Help for my own project - How to combine continuous and NLP input

Hey community,

I hope you are all doing well despite all of the lockdown problems.

Currently, I started working again to dive deeper into deep learning and try to find a solution for the below problem. I hope somebody here can point me in the right direction.

I am helping a friend to automate the processing of PDF from the local harbor. As a lot of these documents have slightly different formats, a coding solution would be too much effort.
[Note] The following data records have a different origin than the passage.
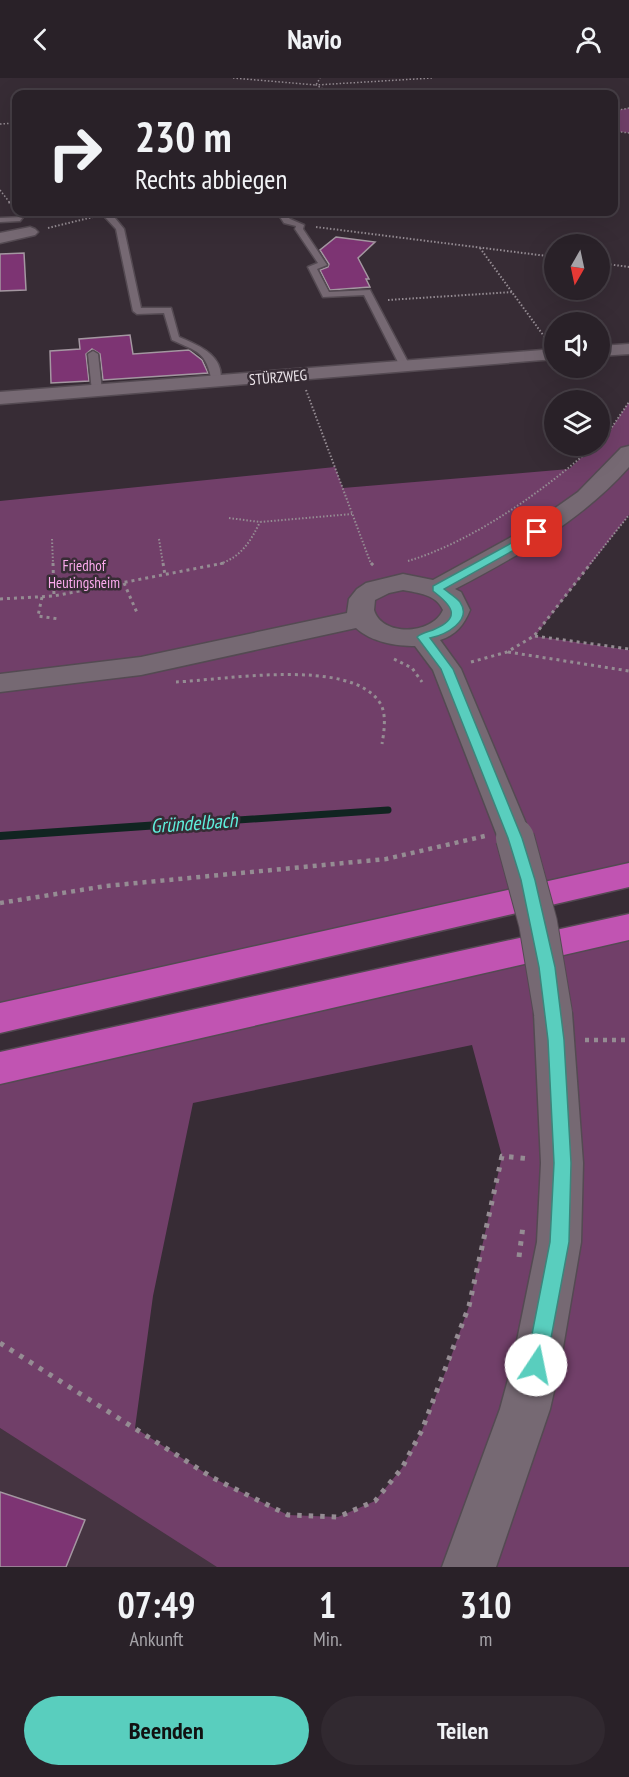 <!DOCTYPE html>
<html lang="de">
<meta charset="utf-8">
<style>
:root{--surface:#292128;--page:#312930;--text:#f1f3f6;--muted:#a5a3a8;--line:#453e45;--accent:#59cebe}
body{margin:0;font-family:"PT Sans Narrow",sans-serif;background:var(--page);color:var(--text);height:100vh;display:flex;flex-direction:column;font-size:22px;white-space:nowrap}
*{box-sizing:border-box;margin:0}
p{font-size:20px;color:var(--muted)}
.icon{flex:none;width:33px;height:33px;fill:none;stroke:currentColor;stroke-width:2;stroke-linecap:round;stroke-linejoin:round}
.map{position:relative;height:1489px;overflow:hidden}
.drawer{display:flex;flex-direction:column;background:var(--surface);flex:1}
.drawer>*{flex:none}
.guide{position:absolute;left:12px;top:12px;width:606px;height:126px;border-radius:12px;box-shadow:0 6px 24px #0002,0 0 0 2px var(--line);background:#292128;color:var(--text);overflow:hidden}
.needle{width:39px;rotate:189deg}
.buttons{position:absolute;left:544px;top:156px;display:grid;gap:12px}
.buttons a{display:grid;place-items:center;width:66px;height:66px;border-radius:50%;background:var(--surface);box-shadow:0 6px 24px #0002,0 0 0 2px var(--line);font-size:30px}
.pin{position:absolute;display:grid;place-items:center;width:51px;height:51px;color:#fff;margin:-26px;border-radius:12px;box-shadow:0 3px 9px #0006}
.me{position:absolute;width:66px;margin:-33px;rotate:11deg;stroke-linejoin:round;filter:drop-shadow(0 0 4px #0008)}
.turn{display:flex;align-items:center;gap:21px;height:126px;padding:0 24px;font-size:27px}
.turn .icon{width:78px;height:78px;stroke-width:2.5}
.turn b{display:block;font-size:42px;line-height:51px}
.eta{display:flex;justify-content:space-evenly;align-items:center;height:102px;text-align:center}
.eta b{font-size:36px;font-weight:700;line-height:42px}
.button{display:flex;gap:12px;margin-top:auto;padding:12px 24px}
.button a{flex:1;height:69px;border-radius:36px;background:var(--accent);color:#111;font-size:24px;font-weight:700;line-height:69px;text-align:center}
.button a+a{background:var(--page);color:var(--text)}
header{display:flex;justify-content:space-between;align-items:center;height:78px;padding:0 24px;background:var(--surface);font-size:27px;font-weight:700}
.map>svg:first-child{display:block}
.built{fill:#453441}
.green{fill:#713f69;fill-rule:evenodd}
.lines{fill:none;stroke-linecap:round;stroke-linejoin:round}
.stream-far1{stroke:#112421;stroke-width:7}
.stream{stroke:#112421;stroke-width:8}
.building{fill:#7d3473;stroke:#a497a1;stroke-width:1.5}
.service-casing{stroke:#544a52;stroke-width:3}
.minor-casing{stroke:#544a52;stroke-width:3}
.secondary-casing{stroke:#544a52;stroke-width:3}
.motorway-casing{stroke:#544a52;stroke-width:3}
.path-far4{stroke:#958c93;stroke-width:1.5;stroke-dasharray:1.5 2;stroke-linecap:butt}
.path-far3{stroke:#958c93;stroke-width:2;stroke-dasharray:1.5 2;stroke-linecap:butt}
.path-far2{stroke:#958c93;stroke-width:3;stroke-dasharray:3 4;stroke-linecap:butt}
.path-far1{stroke:#958c93;stroke-width:4.5;stroke-dasharray:4 5;stroke-linecap:butt}
.path{stroke:#958c93;stroke-width:5;stroke-dasharray:4.5 7;stroke-linecap:butt}
.service{fill:#766973;fill-rule:evenodd}
.minor{fill:#766973;fill-rule:evenodd}
.secondary{fill:#766973;fill-rule:evenodd}
.motorway{fill:#c154b2;fill-rule:evenodd}
.secondary-bridge-casing{stroke:#544a52;stroke-width:40;stroke-linecap:butt}
.secondary-bridge{stroke:#766973;stroke-width:38}
.route{fill:#59cebe;stroke:#3a867c;stroke-width:1.5}
.labels{text-anchor:middle;dominant-baseline:central;stroke-width:5;stroke-linejoin:round;paint-order:stroke}
.far-street-label{font-size:15px;fill:#ece5ea;stroke:#372c35}
.far-park-label{font-size:15px;fill:#fbaaed;stroke:#372c35}
.water-label{font-size:20px;font-style:italic;fill:#5eefdc;stroke:#372c35}
</style>
<header><svg class="icon" aria-label="back" viewBox="0 0 24 24"><path d="M15 5l-7 7 7 7"/></svg>Navio<svg class="icon" aria-label="person" viewBox="0 0 24 24"><circle cx="12" cy="8" r="4"/><path d="M4 21q1-7 8-7t8 7"/></svg></header>
<div class="map">
<svg width="629" height="1489" viewBox="0 0 629 1489">
<rect width="100%" height="100%" fill="#372c35"/>
<!-- built -->
<path class="built" d="M 0,1350 L 221,1489 L 0,1489 Z"/>
<!-- green -->
<g class="green">
<path d="M 629,30 L 629,55 L 614,53 L 614,33 Z"/>
<path d="M 629,324 L 629,437 L 535,558 L 629,572 L 629,797 L 0,940 L 0,423 L 335,389 L 343,410 L 569,391 L 594,368 L 600,368 L 600,362 L 610,352 Z"/>
<path d="M 629,849 L 629,1489 L 217,1489 L 0,1350 L 0,990 ZM 472,967 L 502,1078 L 469,1228 L 447,1290 L 422,1352 L 402,1390 L 375,1423 L 338,1439 L 288,1437 L 213,1400 L 135,1350 L 153,1218 L 193,1025 Z"/>
</g>
<g class="lines">
<!-- stream-far1 -->
<path class="stream-far1" d="M 209,744 L 388,732"/>
<!-- stream -->
<path class="stream" d="M 0,758 L 232,742"/>
</g>
<!-- building -->
<g class="building">
<path d="M 336,159 L 375,164 L 358,180 L 369,201 L 366,201 L 370,209 L 330,212 L 320,192 L 328,189 L 329,186 L 320,172 Z"/>
<path d="M 24,175 L 26,212 L 0,213 L 0,176 Z"/>
<path d="M 130,257 L 133,276 L 189,272 L 202,282 L 208,295 L 103,302 L 100,276 L 92,271 L 86,276 L 89,303 L 51,305 L 50,273 L 80,271 L 79,261 Z"/>
<path d="M 0,1414 L 85,1442 L 66,1489 L 0,1489 Z"/>
</g>
<g class="lines">
<!-- service casing -->
<g class="service-casing">
<g id="service">
<path d="M 104,134 L 110,134 L 124,151 L 141,230 L 171,230 L 179,259 C 200,268 226,278 220,306 L 212,304 C 206,273 198,274 172,262 L 164,235 L 137,236 L 133,233 L 116,151 L 104,138 Z"/>
<path d="M 277,134 L 283,134 L 290,141 L 304,147 L 303,151 L 327,187 L 317,191 L 329,214 L 370,212 L 410,288 L 408,290 L 400,288 L 364,217 L 323,219 L 308,189 L 318,185 L 295,151 L 296,148 L 284,145 Z"/>
<path d="M 23,139 L 20,143 L 0,144 L 0,140 Z"/>
<path d="M 93,273 L 98,276 L 102,313 L 97,316 L 92,313 L 88,276 Z"/>
</g>
</g>
<!-- minor casing -->
<g class="minor-casing">
<g id="minor">
<path d="M 30,149 L 35,151 L 38,154 L 35,157 L 0,165 L 0,155 Z"/>
<path d="M 629,266 L 629,276 L 600,278 L 600,268 Z"/>
<path d="M 555,271 L 555,281 L 0,326 L 0,314 Z"/>
</g>
</g>
<!-- secondary casing -->
<g class="secondary-casing">
<g id="secondary">
<path d="M 629,368 L 629,389 C 580,444 519,477 455,511 L 461,514 L 470,532 C 464,547 456,557 440,562 L 461,591 L 532,760 L 527,768 L 515,772 L 503,768 L 498,760 L 433,592 L 415,568 C 396,568 371,564 356,550 L 141,597 L 0,614 L 0,596 L 141,579 L 347,535 L 349,521 L 357,511 L 366,505 L 403,496 L 433,502 L 524,452 L 578,414 L 621,370 ZM 403,512 C 418,515 436,516 443,532 C 432,557 382,559 374,532 L 375,522 L 389,515 Z"/>
<path d="M 553,920 L 567,924 L 572,935 L 583,1085 L 581,1164 L 560,1287 L 550,1331 L 496,1489 L 442,1489 L 500,1331 L 512,1287 L 537,1164 L 541,1085 L 534,935 L 539,924 Z"/>
</g>
</g>
<!-- motorway casing -->
<g class="motorway-casing">
<g id="motorway">
<path d="M 629,785 L 629,809 L 0,955 L 0,925 Z"/>
<path d="M 629,836 L 629,862 L 0,1006 L 0,974 Z"/>
</g>
</g>
<!-- path-far4 -->
<g class="path-far4">
<path d="M 233,0 L 316,7 L 320,0"/>
<path d="M 332,16 L 316,7 L 432,0"/>
<path d="M 614,33 L 629,30"/>
<path d="M 0,46 L 16,45"/>
<path d="M 614,53 L 629,55"/>
<path d="M 0,112 L 10,125"/>
</g>
<!-- path-far3 -->
<g class="path-far3">
<path d="M 9,124 L 10,126"/>
<path d="M 316,149 L 555,179"/>
<path d="M 48,150 L 93,139"/>
<path d="M 480,170 L 546,261"/>
<path d="M 600,185 L 629,189"/>
<path d="M 388,222 L 513,214"/>
<path d="M 306,312 L 371,486"/>
<path d="M 600,362 L 610,352 L 629,324"/>
<path d="M 229,440 L 260,444 L 352,436"/>
<path d="M 52,461 L 53,486"/>
<path d="M 159,461 L 163,486"/>
<path d="M 408,483 C 472,464 545,412 594,368"/>
<path d="M 220,486 C 242,478 250,464 260,444"/>
<path d="M 590,486 L 629,437"/>
</g>
<!-- path-far2 -->
<g class="path-far2">
<path d="M 53,485 L 54,518"/>
<path d="M 163,485 L 165,497"/>
<path d="M 371,485 L 374,488"/>
<path d="M 124,505 L 138,537"/>
<path d="M 42,519 L 38,538 L 59,541"/>
<path d="M 0,521 L 54,518 L 224,485"/>
<path d="M 535,558 L 629,571"/>
<path d="M 508,574 L 629,593"/>
<path d="M 394,581 L 412,590 L 422,604"/>
<path d="M 471,584 L 507,574 L 534,558 L 591,485"/>
<path d="M 176,604 C 224,602 351,579 380,625 C 387,636 384,654 382,666"/>
</g>
<!-- path-far1 -->
<g class="path-far1">
<path d="M 0,825 L 106,808 L 386,781 L 485,758"/>
<path d="M 585,962 L 629,962"/>
</g>
<!-- path -->
<g class="path">
<path d="M 519,1179 L 523,1148"/>
<path d="M 0,1265 L 213,1400 L 288,1437 L 338,1439 L 375,1423 L 402,1390 L 422,1352 L 469,1228 L 502,1078 L 531,1081"/>
</g>
<!-- service -->
<use href="#service" class="service"/>
<!-- minor -->
<use href="#minor" class="minor"/>
<!-- secondary -->
<use href="#secondary" class="secondary"/>
<!-- motorway -->
<use href="#motorway" class="motorway"/>
<!-- secondary-bridge casing -->
<g class="secondary-bridge-casing">
<path id="secondary-bridge" d="M 515,760 L 538,845 L 553,935"/>
</g>
<!-- secondary-bridge -->
<use href="#secondary-bridge" class="secondary-bridge"/>
</g>
<!-- route -->
<path class="route" d="M 537,451 L 541,452 L 541,457 L 444,511 C 449,515 456,519 460,524 C 473,543 445,557 430,560 L 453,591 L 522,760 L 535,802 L 555,889 L 564,962 L 571,1085 L 569,1164 L 546,1287 L 543,1294 L 536,1297 L 529,1294 L 526,1287 L 550,1164 L 554,1085 L 548,962 L 539,889 L 521,802 L 508,760 L 441,591 L 417,559 C 423,554 429,554 435,551 C 463,539 450,526 433,513 L 433,508 Z"/>
<g class="labels">
<!-- far-street labels -->
<g class="far-street-label">
<text transform="translate(278 299) rotate(-5)">STÜRZWEG</text>
</g>
<!-- far-park labels -->
<g class="far-park-label">
<text x="84" y="487">Friedhof<tspan x="84" dy="17">Heutingsheim</tspan></text>
</g>
<!-- water labels -->
<g class="water-label">
<text transform="translate(194 745) rotate(-4)">Gründelbach</text>
</g>
</g>
</svg>
<div class="buttons">
<a><svg class="needle" viewBox="-14 -14 28 28"><path d="M0-13l5 13h-10z" fill="#e53935"/><path d="M0 13l5-13h-10z" fill="#a5a3a8"/></svg></a>
<a><svg class="icon" aria-label="sound" viewBox="0 0 24 24"><path d="M4 9h4l5-4v14l-5-4H4zM17 9q2 3 0 6"/></svg></a>
<a><svg class="icon" aria-label="layers" viewBox="0 0 24 24"><path d="M12 4l9 5-9 5-9-5zM3 14l9 5 9-5"/></svg></a>
</div>
<div class="pin" style="left:537px;top:454px;background:#d93025"><svg class="icon" aria-label="arrive" viewBox="0 0 24 24"><path d="M6 21V4h12l-3 4 3 4H6"/></svg></div>
<svg class="me" style="left:536px;top:1287px" viewBox="-20 -20 40 40"><circle r="19" fill="#fff"/><path d="M0-13L10 11 0 6-10 11z" fill="#59cebe"/></svg>
<div class="guide">
<div class="turn"><svg class="icon" aria-label="right" viewBox="0 0 24 24"><path d="M7 20v-9h11M14 6l5 5-5 5"/></svg><div><b>230 m</b>Rechts abbiegen</div></div>
</div>
</div>
<section class="drawer">
<div class="eta">
<div><b>07:49</b><p>Ankunft</p></div>
<div><b>1</b><p>Min.</p></div>
<div><b>310</b><p>m</p></div>
</div>
<div class="button"><a>Beenden</a><a>Teilen</a></div>
</section>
Therefore, I thought I would try to come up with a NN architecture that would allow me to take the text from a certain document and extract the right information.
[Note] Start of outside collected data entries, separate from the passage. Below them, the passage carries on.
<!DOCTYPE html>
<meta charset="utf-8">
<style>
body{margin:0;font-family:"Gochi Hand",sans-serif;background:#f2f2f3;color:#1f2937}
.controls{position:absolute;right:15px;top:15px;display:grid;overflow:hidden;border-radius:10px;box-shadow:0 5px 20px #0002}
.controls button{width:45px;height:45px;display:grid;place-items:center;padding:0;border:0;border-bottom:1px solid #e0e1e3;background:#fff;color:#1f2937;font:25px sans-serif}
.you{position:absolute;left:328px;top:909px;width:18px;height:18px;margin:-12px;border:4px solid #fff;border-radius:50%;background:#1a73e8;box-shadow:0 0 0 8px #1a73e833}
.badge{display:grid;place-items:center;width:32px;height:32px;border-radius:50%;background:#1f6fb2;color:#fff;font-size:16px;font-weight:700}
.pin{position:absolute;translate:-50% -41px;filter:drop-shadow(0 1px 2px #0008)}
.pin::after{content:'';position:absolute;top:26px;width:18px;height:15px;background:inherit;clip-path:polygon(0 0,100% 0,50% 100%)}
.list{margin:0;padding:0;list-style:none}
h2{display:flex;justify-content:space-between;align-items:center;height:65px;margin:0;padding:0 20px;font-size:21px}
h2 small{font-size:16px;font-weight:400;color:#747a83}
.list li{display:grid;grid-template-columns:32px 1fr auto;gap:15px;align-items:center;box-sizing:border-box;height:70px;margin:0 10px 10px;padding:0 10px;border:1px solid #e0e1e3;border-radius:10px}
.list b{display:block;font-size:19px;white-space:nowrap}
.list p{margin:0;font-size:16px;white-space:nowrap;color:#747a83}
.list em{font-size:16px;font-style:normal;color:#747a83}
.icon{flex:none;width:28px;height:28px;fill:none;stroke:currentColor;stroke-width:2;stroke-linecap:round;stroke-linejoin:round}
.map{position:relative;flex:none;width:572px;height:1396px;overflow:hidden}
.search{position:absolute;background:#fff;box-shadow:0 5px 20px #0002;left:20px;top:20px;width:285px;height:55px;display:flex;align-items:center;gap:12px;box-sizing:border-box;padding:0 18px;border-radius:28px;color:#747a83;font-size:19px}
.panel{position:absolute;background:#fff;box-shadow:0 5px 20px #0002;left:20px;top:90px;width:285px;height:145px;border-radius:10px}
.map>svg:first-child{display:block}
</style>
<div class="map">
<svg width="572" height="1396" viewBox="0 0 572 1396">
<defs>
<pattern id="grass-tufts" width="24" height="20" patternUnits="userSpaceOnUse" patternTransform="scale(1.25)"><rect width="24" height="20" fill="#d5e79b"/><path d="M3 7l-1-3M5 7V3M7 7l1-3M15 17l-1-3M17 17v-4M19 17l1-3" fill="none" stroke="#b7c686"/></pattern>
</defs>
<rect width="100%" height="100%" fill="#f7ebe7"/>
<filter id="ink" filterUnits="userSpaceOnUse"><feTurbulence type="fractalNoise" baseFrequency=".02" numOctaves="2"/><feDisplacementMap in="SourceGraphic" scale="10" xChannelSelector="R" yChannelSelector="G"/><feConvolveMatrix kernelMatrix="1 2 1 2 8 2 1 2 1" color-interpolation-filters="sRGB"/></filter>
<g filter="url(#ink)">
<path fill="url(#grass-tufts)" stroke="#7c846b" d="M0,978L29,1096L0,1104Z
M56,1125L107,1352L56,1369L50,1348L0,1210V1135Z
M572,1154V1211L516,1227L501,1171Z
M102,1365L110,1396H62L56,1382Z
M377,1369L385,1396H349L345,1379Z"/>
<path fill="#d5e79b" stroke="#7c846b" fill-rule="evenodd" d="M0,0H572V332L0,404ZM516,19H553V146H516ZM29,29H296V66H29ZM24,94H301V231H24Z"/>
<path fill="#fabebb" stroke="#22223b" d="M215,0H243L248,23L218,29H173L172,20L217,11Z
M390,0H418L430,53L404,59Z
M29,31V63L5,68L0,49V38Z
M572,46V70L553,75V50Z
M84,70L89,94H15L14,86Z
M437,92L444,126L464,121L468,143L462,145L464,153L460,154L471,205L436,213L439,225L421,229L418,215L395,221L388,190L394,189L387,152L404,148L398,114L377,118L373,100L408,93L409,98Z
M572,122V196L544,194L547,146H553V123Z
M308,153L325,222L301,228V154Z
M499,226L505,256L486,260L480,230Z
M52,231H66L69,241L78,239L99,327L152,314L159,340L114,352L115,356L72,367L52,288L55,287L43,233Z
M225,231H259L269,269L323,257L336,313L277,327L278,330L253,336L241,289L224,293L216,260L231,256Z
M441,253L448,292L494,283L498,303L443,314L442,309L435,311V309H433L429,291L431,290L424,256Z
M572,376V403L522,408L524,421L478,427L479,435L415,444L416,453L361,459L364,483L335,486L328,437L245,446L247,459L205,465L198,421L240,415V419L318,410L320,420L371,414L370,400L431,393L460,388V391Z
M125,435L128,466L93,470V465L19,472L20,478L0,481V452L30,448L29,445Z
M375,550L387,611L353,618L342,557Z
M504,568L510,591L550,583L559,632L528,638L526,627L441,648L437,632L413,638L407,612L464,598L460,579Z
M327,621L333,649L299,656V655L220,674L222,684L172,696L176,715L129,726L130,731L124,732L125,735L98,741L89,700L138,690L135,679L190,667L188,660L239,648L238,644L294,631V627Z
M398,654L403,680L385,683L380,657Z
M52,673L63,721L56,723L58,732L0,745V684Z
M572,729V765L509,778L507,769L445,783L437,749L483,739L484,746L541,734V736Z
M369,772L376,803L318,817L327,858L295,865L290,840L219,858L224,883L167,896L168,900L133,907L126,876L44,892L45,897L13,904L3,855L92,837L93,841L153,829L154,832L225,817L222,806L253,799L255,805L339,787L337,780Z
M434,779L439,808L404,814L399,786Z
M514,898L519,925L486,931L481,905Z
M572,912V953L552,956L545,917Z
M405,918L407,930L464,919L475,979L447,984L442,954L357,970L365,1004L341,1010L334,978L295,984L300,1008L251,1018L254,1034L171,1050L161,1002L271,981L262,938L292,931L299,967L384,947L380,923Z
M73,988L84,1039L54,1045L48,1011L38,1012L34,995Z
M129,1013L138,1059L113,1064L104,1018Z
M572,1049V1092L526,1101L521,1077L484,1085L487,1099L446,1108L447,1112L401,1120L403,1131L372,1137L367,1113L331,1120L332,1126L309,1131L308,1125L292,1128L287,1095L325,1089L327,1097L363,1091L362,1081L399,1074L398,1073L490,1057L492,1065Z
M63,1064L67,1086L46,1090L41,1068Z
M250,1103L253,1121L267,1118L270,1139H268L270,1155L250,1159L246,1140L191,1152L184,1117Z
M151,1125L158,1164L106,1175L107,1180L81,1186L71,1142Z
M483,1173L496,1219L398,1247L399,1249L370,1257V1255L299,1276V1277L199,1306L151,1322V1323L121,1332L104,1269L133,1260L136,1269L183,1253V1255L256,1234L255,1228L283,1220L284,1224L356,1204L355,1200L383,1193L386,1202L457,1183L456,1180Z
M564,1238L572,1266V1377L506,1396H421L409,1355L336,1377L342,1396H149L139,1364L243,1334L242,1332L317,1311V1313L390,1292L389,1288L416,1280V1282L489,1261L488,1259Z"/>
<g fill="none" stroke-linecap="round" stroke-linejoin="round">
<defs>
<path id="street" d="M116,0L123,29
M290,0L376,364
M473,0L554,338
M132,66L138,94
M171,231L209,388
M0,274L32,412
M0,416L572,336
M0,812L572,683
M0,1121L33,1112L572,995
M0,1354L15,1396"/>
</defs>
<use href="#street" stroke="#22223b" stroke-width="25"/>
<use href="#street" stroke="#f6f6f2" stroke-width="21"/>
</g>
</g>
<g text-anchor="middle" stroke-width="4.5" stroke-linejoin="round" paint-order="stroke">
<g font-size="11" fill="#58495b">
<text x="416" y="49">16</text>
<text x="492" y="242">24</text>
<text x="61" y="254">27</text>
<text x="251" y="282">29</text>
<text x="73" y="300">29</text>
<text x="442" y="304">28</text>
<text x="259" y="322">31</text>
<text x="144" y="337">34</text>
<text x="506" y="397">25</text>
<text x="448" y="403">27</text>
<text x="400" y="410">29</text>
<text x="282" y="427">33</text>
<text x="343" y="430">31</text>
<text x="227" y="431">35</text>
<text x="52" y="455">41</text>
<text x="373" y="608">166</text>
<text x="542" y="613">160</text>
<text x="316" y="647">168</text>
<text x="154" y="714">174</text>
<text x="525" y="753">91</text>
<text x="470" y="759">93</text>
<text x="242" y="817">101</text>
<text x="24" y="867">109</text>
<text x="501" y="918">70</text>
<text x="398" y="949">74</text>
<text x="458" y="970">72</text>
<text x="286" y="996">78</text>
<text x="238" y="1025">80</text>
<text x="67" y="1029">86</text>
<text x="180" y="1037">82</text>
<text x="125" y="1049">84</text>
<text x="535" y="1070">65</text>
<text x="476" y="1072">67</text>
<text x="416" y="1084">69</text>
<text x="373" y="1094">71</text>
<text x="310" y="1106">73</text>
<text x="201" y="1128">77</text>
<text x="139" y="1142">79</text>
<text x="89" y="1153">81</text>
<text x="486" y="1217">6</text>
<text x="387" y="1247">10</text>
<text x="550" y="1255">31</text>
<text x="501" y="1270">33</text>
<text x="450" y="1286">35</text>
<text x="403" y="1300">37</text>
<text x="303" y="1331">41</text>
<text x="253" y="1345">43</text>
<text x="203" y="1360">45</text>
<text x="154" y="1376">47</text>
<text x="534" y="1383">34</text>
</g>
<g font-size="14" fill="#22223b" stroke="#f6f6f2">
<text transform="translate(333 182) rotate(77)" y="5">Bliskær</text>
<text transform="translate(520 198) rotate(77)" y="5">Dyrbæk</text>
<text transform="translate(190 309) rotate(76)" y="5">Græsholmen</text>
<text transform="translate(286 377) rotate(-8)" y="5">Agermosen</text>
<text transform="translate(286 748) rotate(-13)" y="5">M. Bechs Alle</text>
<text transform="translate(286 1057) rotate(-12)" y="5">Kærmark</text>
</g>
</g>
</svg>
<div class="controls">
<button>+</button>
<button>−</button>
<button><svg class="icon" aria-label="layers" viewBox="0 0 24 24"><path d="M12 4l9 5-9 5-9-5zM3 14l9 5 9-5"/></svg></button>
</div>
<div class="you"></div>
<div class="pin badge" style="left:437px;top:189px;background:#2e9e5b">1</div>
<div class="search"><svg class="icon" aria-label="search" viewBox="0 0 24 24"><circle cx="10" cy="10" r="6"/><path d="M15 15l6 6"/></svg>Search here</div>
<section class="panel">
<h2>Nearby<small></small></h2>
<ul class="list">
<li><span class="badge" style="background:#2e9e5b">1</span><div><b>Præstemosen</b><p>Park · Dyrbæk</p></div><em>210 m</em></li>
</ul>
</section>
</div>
What I want to do is to train an NLP NN to classify text as to belong to one or the other category (whether an input is an address or a product category) and in the next step, I wanted to use the location of the word in the document and to estimate the distance the word has to the nearest term of interest (maybe a bit like a k nearest neighbor approach wherein the k the word of interest are or the key category terms).

My question to you is whether you know of any neural nets that can combine NLP and continuous variables. (I have come across the option to include categorical variables as additional embeddings, but I do not think this would work for here).

Another potential solution would be to have several NNs back to back and use the output from the one before. Still, I would ideally like an architecture that can make sense of this in one go.

I highly appreciate any feedback or helpful comments.

If someone can point me in the right direction, I would highly appreciate it!

Have a great holiday.

Cheers

Sorry I did not understand the problem completely based on the description.

This seems like a text extraction from PDF for important fields such as address and product and have them into structured format.

I probably start with spacy pipeline combined with rule matching. Search for spacy PDF text extraction before attempting NN

Hey msivanes,

Thanks for getting back to me.

Spacy PDF extraction might be a good start and for the first few looks at it, it might be a sensible place to start from.
However, the format of the PDFs I am looking at is very disjointed. When a program reads the text from the PDFs it does not recognize which text belongs to each other.

An example is here:

Here, it recognizes the ‘Amount of Insurance’ but then continues it with the ‘INSURANCE - If Carrier…’ row. Then it jumps to the next item in the lower row ‘NIL’ before it continues with the second row of the ‘INSURANCE - If Carrier…’ text. Therefore, a normal rule-based text extraction approach won’t work. So that is why I had wanted to look at a text-based as well as location-based solution.

I hope that makes it clearer.